I was, unfortunately, dramatically more impressed with the room than I was with this Henry Rollins character. Without a word of introduction he rushed from the wings and took his place in the middle of the stage amid a phalanx of four(!) monitors, picked up his microphone and pounded us with a 2+ hour run-on sentence that was short on insight, philosophy, or comedy and rather tall on contradictions, business class whining, and humble-brags galore.
One thing’s for sure: Henry Rollins sure does talk a lot. I know, I know…he’s a public speaker. But still, it was a bit much. A lot bit much.
After a minute of “we-all-have-a-wooden-bowl-of-spinach-because-life-is-an-existential-flatline-facing-inevitable-death-because-I-hated-my-father-and-I-hated-my-mother-because-even-though-I-wasn’t-very-smart-by-the-age-of-nine-I-figured-out-that-my-parents-were-both-evil-and-ever-since-then-I’ve-looked-at-life-as-an-existential-flatline-facing-inevitable-death-so-I-take-the-proverbial-wooden-bowl-of-spinach-and-keep-adding-to-it-because-they-were-so-evil-they-made-me-hate-Christmas-but-I-love-buying-punk-records-on-ebay-and-life-is-an-existential-flatline-facing…,” I was thinking what the hell? After two nonstop minutes it struck me how very, very much I rely on punctuation to get through most daily conversations. After three steady minutes of it I was wondering if Rollins was somehow breathing through a blow-hole in the back of his head.
Dude, could you please just throw in the occasional comma? Maybe even a period here and there?
After twenty minutes of endless blah-blah-blah-blah-blah I was plenty ready to bail but I didn’t. I figured he’d move on from the “I hate my upper middle class parents” to some old punk rock war stories or insightful political commentary but nope. Aside from a few sideways comments showing he has the same disdain for Trump as most sane people do and a somewhat funny but definitely mean sidebar about his obsession for screwing fellow collectors out of cherished punk 45’s on ebay he went from a full hour of hating his parents to another full hour relating a wholly uninteresting tale of the time some guy from Finland was knocking on his door and ringing his bell and instead of answering it like a normal person Rollins called the cops on the guy, like three times.
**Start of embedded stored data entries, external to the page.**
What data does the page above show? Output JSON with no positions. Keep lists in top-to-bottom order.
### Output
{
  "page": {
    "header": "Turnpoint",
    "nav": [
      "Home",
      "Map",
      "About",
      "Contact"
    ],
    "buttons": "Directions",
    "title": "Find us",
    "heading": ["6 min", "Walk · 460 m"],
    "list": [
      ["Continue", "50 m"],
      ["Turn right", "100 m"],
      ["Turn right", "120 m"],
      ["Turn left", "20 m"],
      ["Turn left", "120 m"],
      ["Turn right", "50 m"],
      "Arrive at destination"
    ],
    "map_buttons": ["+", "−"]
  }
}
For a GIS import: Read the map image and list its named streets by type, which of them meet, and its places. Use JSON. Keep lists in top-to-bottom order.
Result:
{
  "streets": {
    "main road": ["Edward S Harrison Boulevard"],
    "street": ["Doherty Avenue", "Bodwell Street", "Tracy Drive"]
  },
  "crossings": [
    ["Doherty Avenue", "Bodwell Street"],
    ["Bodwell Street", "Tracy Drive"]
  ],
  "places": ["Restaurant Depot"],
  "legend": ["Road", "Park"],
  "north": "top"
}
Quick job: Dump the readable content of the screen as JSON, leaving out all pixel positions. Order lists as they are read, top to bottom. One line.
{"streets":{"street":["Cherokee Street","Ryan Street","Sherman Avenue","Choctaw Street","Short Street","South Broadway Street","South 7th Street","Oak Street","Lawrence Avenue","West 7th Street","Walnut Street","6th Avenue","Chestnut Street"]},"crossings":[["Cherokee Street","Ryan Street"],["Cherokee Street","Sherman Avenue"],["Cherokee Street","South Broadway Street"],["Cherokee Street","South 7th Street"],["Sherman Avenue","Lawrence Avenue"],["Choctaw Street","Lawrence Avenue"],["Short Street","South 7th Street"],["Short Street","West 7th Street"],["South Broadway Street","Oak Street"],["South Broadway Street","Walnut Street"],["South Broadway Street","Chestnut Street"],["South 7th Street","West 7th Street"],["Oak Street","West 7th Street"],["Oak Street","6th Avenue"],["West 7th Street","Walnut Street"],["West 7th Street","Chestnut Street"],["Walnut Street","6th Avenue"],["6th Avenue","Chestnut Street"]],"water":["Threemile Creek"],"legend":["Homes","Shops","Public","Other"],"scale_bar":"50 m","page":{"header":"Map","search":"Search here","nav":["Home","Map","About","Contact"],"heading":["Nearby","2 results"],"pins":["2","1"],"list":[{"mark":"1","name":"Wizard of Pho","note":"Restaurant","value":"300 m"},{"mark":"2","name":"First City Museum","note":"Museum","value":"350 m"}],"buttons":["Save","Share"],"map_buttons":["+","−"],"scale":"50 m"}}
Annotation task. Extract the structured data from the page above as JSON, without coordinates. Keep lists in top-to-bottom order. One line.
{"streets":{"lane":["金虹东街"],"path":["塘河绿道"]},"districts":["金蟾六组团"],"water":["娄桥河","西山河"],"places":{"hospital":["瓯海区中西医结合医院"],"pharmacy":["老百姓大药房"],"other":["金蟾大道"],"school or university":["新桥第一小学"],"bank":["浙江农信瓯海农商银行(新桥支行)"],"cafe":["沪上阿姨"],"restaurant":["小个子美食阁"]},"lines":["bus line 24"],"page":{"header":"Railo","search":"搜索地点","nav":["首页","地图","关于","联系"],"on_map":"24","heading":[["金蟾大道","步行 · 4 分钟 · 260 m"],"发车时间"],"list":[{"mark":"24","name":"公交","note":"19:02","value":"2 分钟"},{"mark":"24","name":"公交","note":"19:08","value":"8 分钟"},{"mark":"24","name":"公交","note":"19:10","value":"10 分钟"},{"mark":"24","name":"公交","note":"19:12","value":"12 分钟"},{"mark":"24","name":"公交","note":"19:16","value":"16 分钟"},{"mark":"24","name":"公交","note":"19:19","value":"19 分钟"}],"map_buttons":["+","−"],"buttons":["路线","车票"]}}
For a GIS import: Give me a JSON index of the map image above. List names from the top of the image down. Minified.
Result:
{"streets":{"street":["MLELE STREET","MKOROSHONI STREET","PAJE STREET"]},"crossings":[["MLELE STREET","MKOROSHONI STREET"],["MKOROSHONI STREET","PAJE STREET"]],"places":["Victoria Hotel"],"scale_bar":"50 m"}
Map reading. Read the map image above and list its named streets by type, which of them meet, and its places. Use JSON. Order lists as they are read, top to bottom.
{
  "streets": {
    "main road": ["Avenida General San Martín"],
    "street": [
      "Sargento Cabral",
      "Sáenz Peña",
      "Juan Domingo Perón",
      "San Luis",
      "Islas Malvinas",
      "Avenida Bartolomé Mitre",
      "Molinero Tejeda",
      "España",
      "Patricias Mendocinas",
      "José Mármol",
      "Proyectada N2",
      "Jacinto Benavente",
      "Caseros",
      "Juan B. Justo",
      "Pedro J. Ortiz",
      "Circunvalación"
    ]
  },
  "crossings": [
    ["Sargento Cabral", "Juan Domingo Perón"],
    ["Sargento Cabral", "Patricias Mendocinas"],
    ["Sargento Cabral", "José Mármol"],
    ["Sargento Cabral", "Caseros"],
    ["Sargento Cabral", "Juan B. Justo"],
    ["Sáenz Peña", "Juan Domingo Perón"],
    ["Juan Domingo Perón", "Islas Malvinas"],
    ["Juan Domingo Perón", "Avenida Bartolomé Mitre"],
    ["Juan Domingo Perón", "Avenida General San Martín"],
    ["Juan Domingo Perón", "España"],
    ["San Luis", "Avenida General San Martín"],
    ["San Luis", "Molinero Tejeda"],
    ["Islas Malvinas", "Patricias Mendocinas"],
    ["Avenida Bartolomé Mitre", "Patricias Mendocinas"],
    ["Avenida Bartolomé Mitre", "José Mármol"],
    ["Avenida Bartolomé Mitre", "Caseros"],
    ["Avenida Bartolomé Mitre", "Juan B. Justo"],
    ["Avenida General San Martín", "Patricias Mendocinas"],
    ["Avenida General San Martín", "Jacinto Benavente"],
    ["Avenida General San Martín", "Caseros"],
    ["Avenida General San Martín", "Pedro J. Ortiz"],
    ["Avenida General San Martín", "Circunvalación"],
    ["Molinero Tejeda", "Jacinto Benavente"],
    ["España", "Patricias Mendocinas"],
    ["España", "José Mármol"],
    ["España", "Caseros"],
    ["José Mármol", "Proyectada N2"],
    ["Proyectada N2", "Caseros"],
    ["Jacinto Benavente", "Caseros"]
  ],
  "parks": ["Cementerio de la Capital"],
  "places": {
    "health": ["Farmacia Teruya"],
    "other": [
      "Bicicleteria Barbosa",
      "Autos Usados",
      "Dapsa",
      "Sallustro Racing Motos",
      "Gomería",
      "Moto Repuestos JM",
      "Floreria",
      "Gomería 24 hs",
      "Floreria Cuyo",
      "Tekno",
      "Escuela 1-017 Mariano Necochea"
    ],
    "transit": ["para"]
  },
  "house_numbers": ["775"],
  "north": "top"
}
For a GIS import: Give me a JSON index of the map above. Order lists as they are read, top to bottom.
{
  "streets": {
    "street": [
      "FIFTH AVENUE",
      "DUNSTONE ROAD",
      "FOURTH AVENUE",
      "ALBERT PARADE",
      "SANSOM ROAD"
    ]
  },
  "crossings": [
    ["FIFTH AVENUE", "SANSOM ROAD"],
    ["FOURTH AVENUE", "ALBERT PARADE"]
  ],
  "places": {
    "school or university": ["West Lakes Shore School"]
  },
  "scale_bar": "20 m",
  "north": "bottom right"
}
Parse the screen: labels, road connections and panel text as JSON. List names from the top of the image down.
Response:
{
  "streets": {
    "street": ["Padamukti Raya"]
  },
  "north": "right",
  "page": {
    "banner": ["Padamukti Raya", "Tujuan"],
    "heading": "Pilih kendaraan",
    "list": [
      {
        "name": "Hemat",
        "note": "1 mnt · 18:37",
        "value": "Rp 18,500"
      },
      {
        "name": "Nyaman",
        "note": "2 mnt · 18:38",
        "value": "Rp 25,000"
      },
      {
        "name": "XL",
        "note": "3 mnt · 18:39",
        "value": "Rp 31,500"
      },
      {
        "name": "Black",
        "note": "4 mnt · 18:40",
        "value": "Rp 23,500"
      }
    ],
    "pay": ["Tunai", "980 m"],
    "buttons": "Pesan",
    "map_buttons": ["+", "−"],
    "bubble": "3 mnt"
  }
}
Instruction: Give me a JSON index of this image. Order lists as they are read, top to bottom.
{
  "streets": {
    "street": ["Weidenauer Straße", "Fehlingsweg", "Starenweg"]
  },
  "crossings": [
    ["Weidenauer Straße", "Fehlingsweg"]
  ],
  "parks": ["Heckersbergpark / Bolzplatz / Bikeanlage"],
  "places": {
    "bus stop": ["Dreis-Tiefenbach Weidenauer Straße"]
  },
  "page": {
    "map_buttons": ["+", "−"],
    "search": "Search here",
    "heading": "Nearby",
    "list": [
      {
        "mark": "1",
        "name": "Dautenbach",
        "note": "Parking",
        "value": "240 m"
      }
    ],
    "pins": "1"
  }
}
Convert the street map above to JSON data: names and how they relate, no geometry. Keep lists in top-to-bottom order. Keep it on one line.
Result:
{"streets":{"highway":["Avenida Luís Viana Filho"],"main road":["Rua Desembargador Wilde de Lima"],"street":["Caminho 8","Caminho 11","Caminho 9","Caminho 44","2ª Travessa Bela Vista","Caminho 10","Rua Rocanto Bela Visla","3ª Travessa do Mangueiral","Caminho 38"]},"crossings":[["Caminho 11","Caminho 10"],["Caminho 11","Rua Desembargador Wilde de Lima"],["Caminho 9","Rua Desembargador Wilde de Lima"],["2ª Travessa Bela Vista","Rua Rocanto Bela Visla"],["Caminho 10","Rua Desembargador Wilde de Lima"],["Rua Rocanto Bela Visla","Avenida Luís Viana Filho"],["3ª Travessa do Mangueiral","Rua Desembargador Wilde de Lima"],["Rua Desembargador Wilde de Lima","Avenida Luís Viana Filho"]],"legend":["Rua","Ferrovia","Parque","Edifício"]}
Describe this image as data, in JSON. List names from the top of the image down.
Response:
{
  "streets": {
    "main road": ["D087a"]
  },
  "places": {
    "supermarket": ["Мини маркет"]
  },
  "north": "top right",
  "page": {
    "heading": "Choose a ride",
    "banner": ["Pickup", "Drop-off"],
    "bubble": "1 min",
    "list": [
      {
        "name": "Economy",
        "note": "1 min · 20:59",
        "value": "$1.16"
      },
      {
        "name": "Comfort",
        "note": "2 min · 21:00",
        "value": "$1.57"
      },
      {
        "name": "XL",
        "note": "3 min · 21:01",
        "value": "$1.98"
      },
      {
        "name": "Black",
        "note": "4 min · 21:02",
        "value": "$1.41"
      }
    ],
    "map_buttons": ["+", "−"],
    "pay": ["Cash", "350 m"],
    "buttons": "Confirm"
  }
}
When he finally finished his set a small contingent in the front few rows started a standing ovation that spread easily through the friendly, polite, and artistically respectful Newfoundland crowd. M’lady and I figured it best to join them lest we get beat up.
(I’m kidding of course. We remained defiantly seated.)
(Come on now, that’s just me kidding you again. We stood up too, and not because we thought we would get beat up if we didn’t. Sheesh. We stood up because we were in the front row and it would’ve been overtly conspicuous if we hadn’t. Henry Rollins would definitely have noticed and as eager new Newfoundlanders we figured joining the ovation was the friendly, polite, and artistically respectful way to go.)
*In Newfoundland, St. John’s is known province-wide as “town”. It’s so pervasive that if you lived in, say, Hickman’s Harbour (population 150) and you told your neighbour that you were driving to “town” they would not think that you were driving to Clarenville, a town of 8,000 people just twenty minutes away that is replete with grocery stores, restaurants, hardware stores and more. No, they would know that you were in fact travelling two hundred kilometres to St. John’s**.
**I’m often surprised to discover how many people don’t know that the “St. John’s” in Newfoundland is spelled with an apostrophied ess at the end while the “Saint John” in New Brunswick is not, but I’m never surprised when someone doesn’t know that the Newfoundland “Saint” is always abbreviated to “St.” whilst the New Brunswick one is never abbreviated. I think most Canadians know this instinctively but they might not realize it intellectually.
Ergo:
“Saint John’s” is wrong
“St. John” is wrong
“Saint John” is correct, and it’s in New Brunswick
“St. John’s” is correct, and it’s in Newfoundland***
***For the Americans out there: you’re pronouncing “Newfoundland” wrong. Imagine if the town of Newton, Massachusetts (where the fig newton was first produced, of course) had actually been called “Newtonland” instead. Well, aside from being just a way better name all-around, “Newtonland” would also very closely rhyme with “Newfoundland”.
We pretty much say it as if it’s spelt “Newf’nland” but to be honest, nobody’s really too concerned about it****. Just don’t call us late for dinner.
****Unlike people from Worcester, Massachusetts for example, or Wilkes-Barre, Pennsylvania, for that matter. Go ahead and say either one of those the wrong way inside a 7-11 in the northeast US. If you just get laughed at you can consider yourself lucky.